INFORMATION GIVEN START
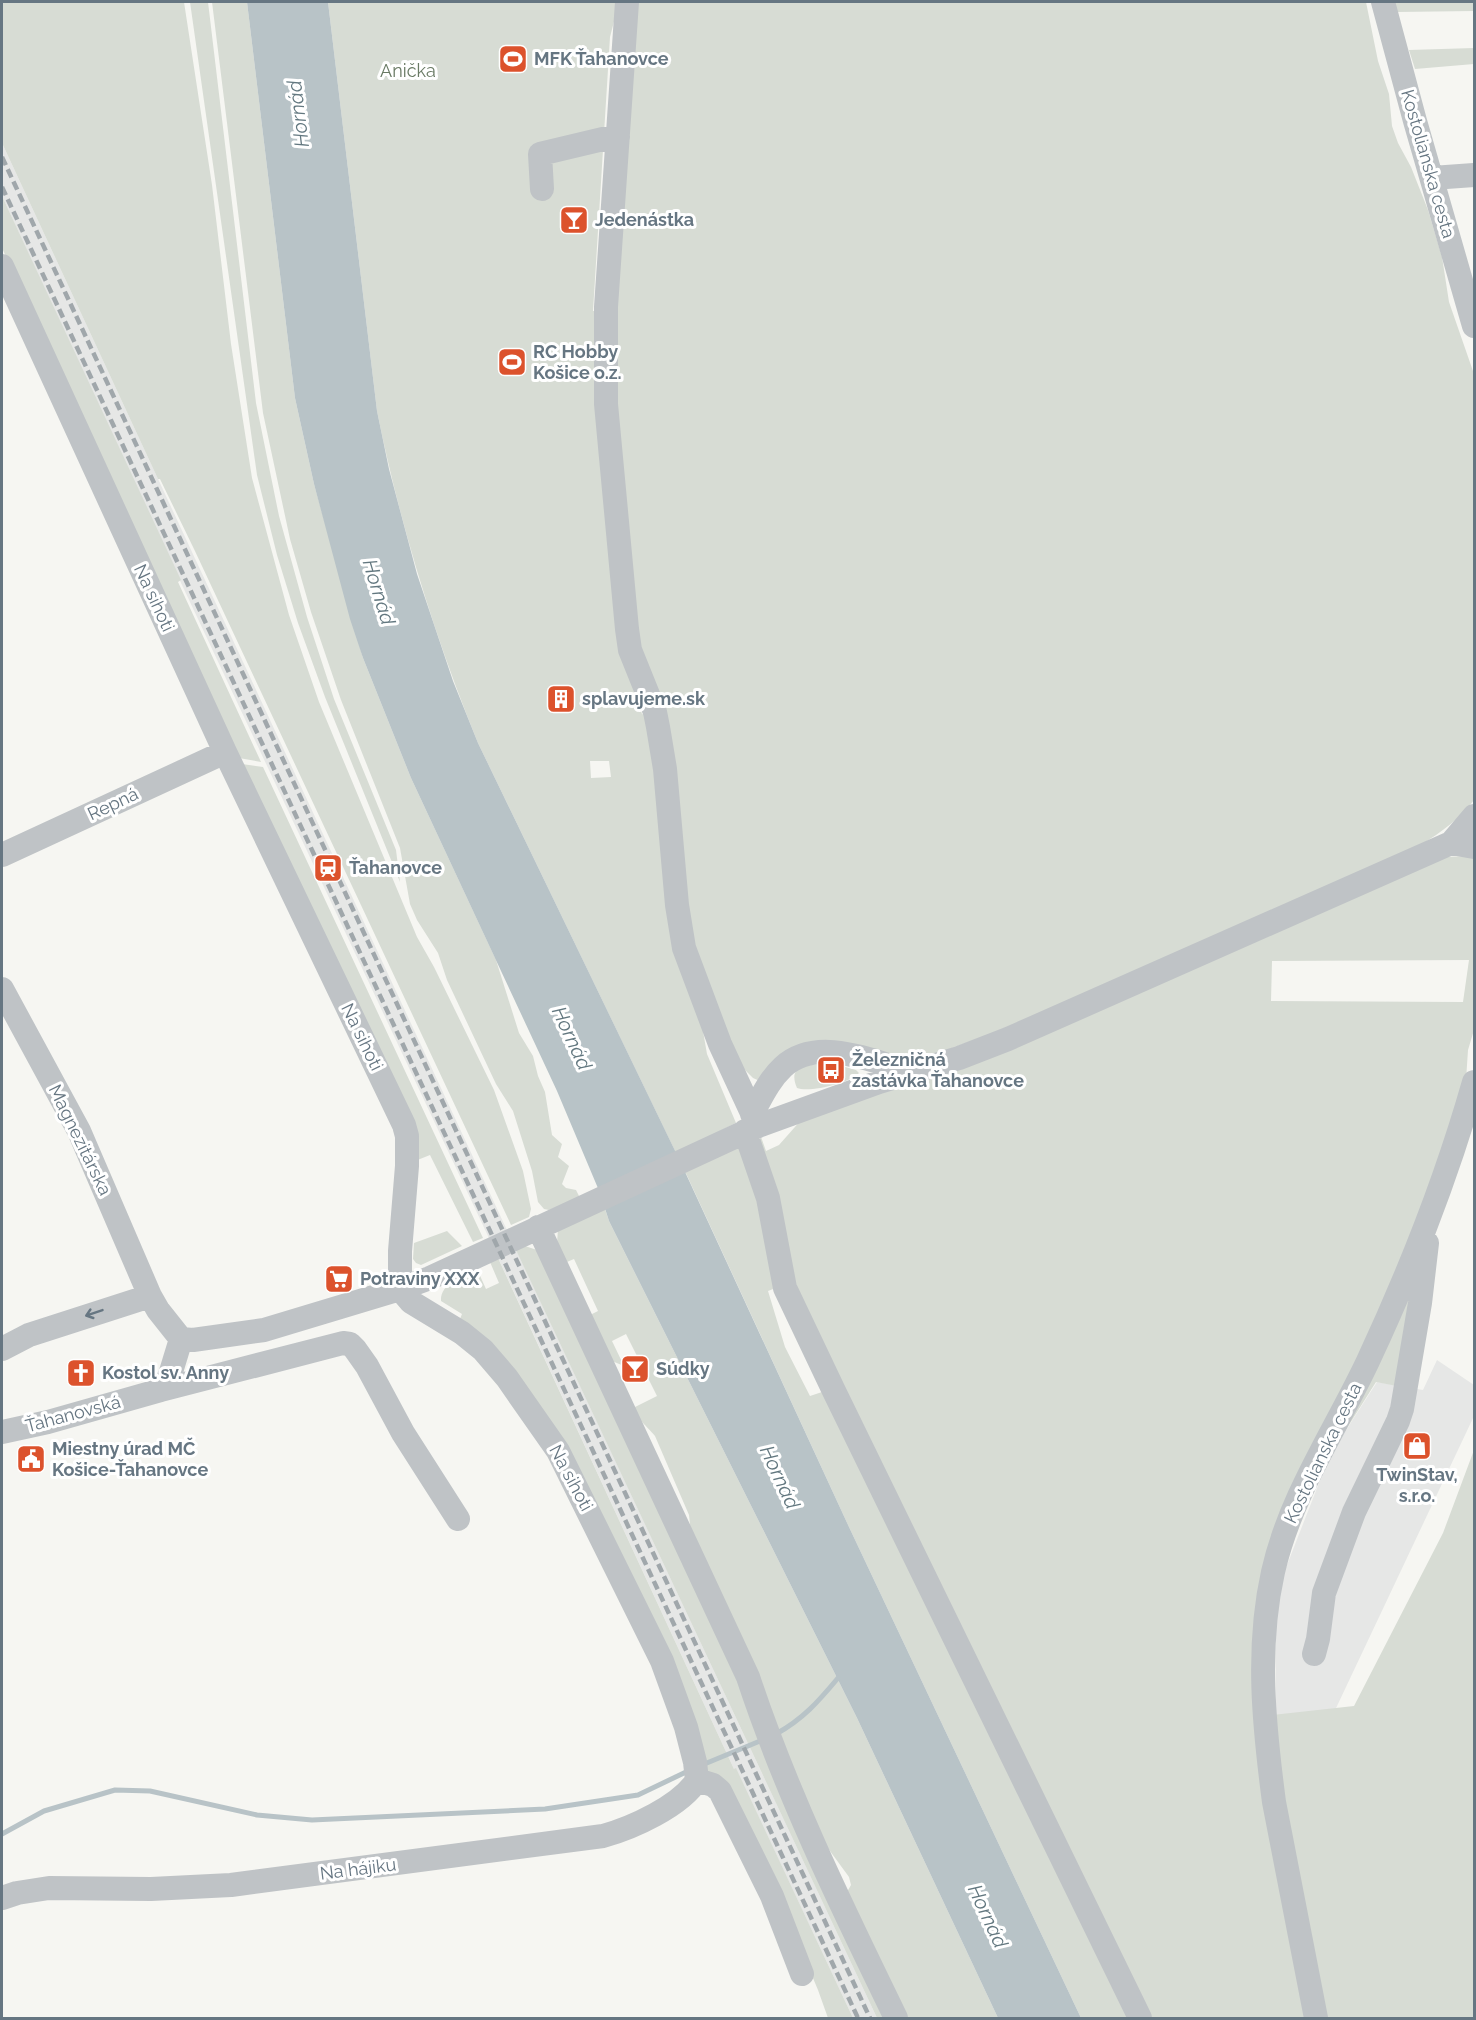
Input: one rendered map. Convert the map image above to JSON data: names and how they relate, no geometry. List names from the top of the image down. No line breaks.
{"streets":{"street":["Kostolianska cesta","Na sihoti","Repná","Magnezitárska","Ťahanovská","Na hájiku"]},"crossings":[["Na sihoti","Repná"],["Na sihoti","Na hájiku"]],"water":["Hornád"],"parks":["Anička"],"places":{"sports":["MFK Ťahanovce","RC Hobby Košice o.z."],"bar":["Jedenástka","Súdky"],"building":["splavujeme.sk"],"station":["Ťahanovce"],"bus stop":["Železničná zastávka Ťahanovce"],"supermarket":["Potraviny XXX"],"church":["Kostol sv. Anny"],"shop":["TwinStav, s.r.o."],"public building":["Miestny úrad MČ Košice-Ťahanovce"]}}
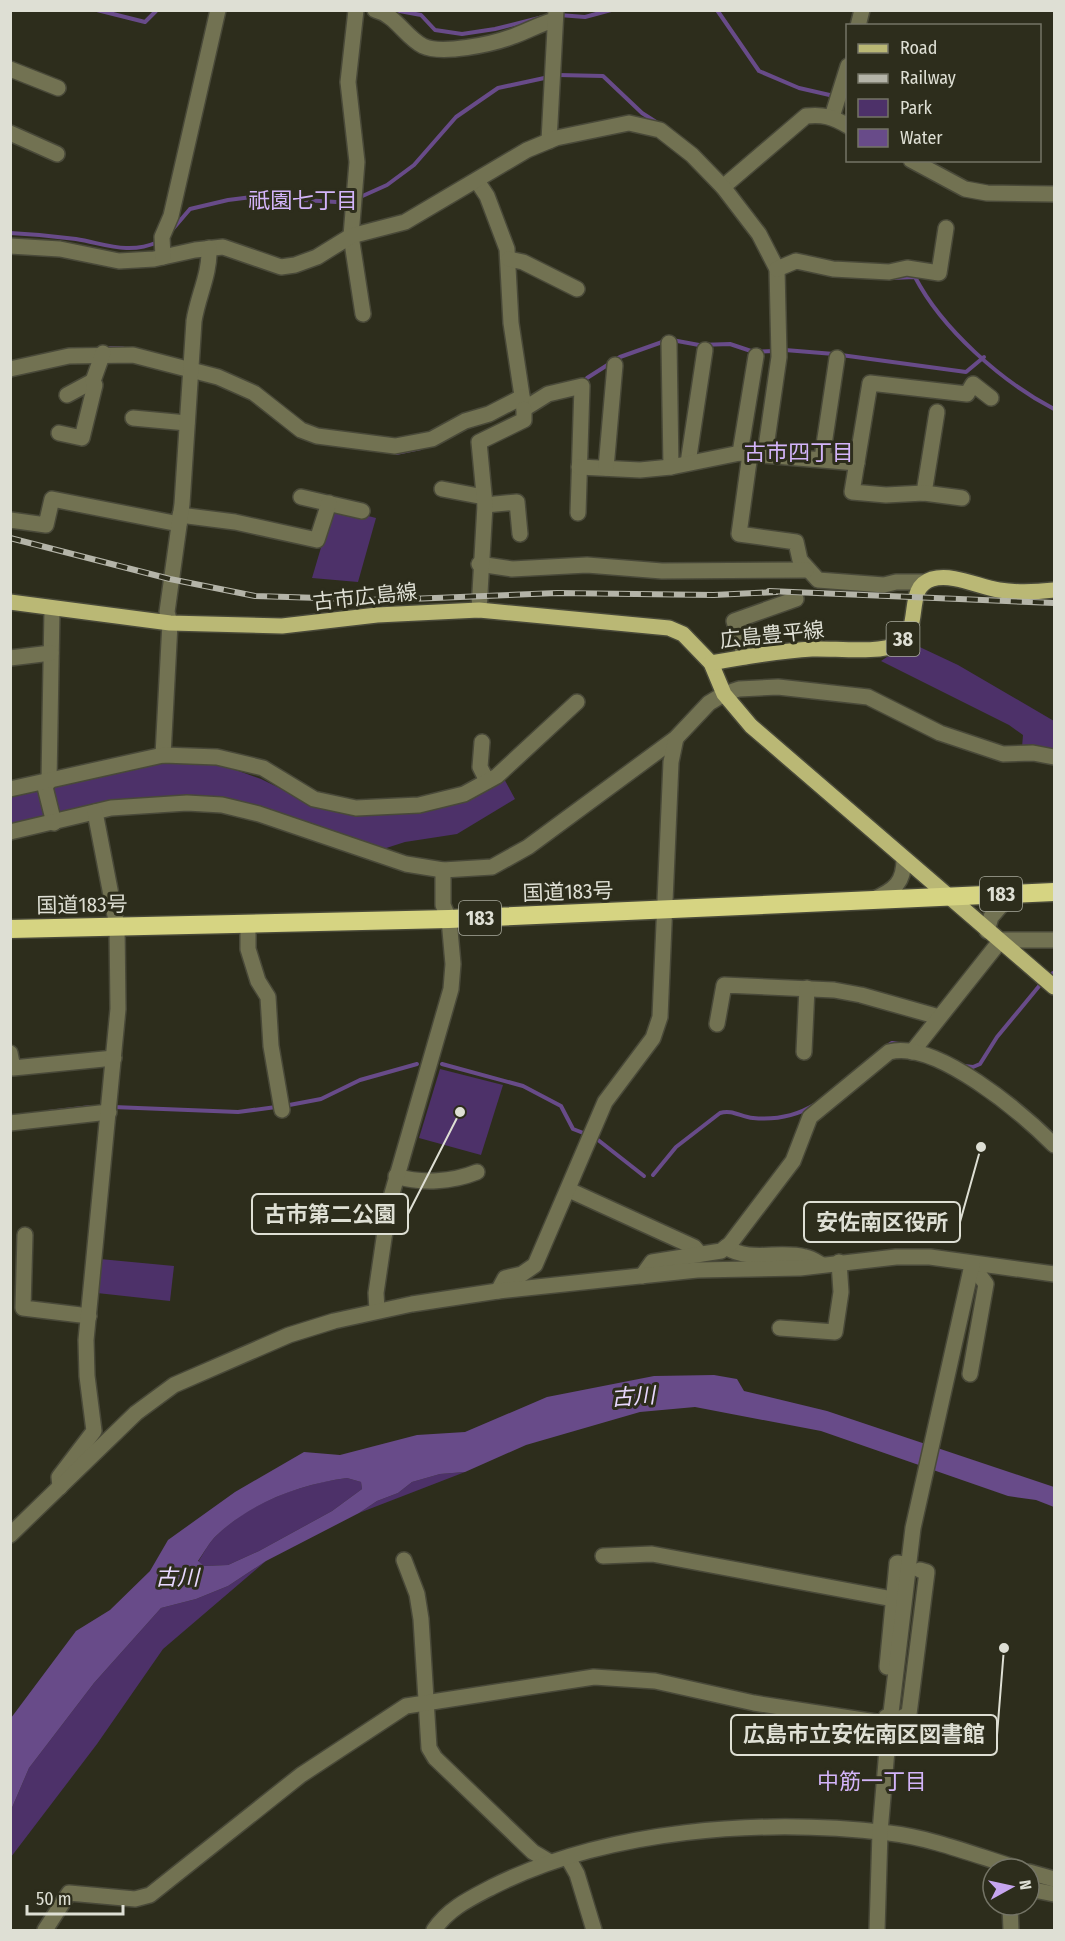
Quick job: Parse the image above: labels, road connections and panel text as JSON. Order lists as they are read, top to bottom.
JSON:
{
  "streets": {
    "highway": ["国道183号", "183"],
    "main road": ["古市広島線", "広島豊平線", "38"]
  },
  "crossings": [
    ["古市広島線", "広島豊平線"],
    ["広島豊平線", "国道183号"]
  ],
  "districts": ["祇園七丁目", "古市四丁目", "中筋一丁目"],
  "water": ["古川"],
  "places": ["古市第二公園", "安佐南区役所", "広島市立安佐南区図書館"],
  "legend": [
    "Road",
    "Railway",
    "Park",
    "Water"
  ],
  "scale_bar": "50 m",
  "north": "right"
}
INFORMATION GIVEN END
### INSTRUCTIONS FOR THE TASK
A word-for-word copy of every entry, with the pictures left out, is the required answer.

### OUTPUT BELOW
Input: one rendered map. Convert the map image above to JSON data: names and how they relate, no geometry. List names from the top of the image down. No line breaks.
{"streets":{"street":["Kostolianska cesta","Na sihoti","Repná","Magnezitárska","Ťahanovská","Na hájiku"]},"crossings":[["Na sihoti","Repná"],["Na sihoti","Na hájiku"]],"water":["Hornád"],"parks":["Anička"],"places":{"sports":["MFK Ťahanovce","RC Hobby Košice o.z."],"bar":["Jedenástka","Súdky"],"building":["splavujeme.sk"],"station":["Ťahanovce"],"bus stop":["Železničná zastávka Ťahanovce"],"supermarket":["Potraviny XXX"],"church":["Kostol sv. Anny"],"shop":["TwinStav, s.r.o."],"public building":["Miestny úrad MČ Košice-Ťahanovce"]}}
Quick job: Parse the image above: labels, road connections and panel text as JSON. Order lists as they are read, top to bottom.
JSON:
{
  "streets": {
    "highway": ["国道183号", "183"],
    "main road": ["古市広島線", "広島豊平線", "38"]
  },
  "crossings": [
    ["古市広島線", "広島豊平線"],
    ["広島豊平線", "国道183号"]
  ],
  "districts": ["祇園七丁目", "古市四丁目", "中筋一丁目"],
  "water": ["古川"],
  "places": ["古市第二公園", "安佐南区役所", "広島市立安佐南区図書館"],
  "legend": [
    "Road",
    "Railway",
    "Park",
    "Water"
  ],
  "scale_bar": "50 m",
  "north": "right"
}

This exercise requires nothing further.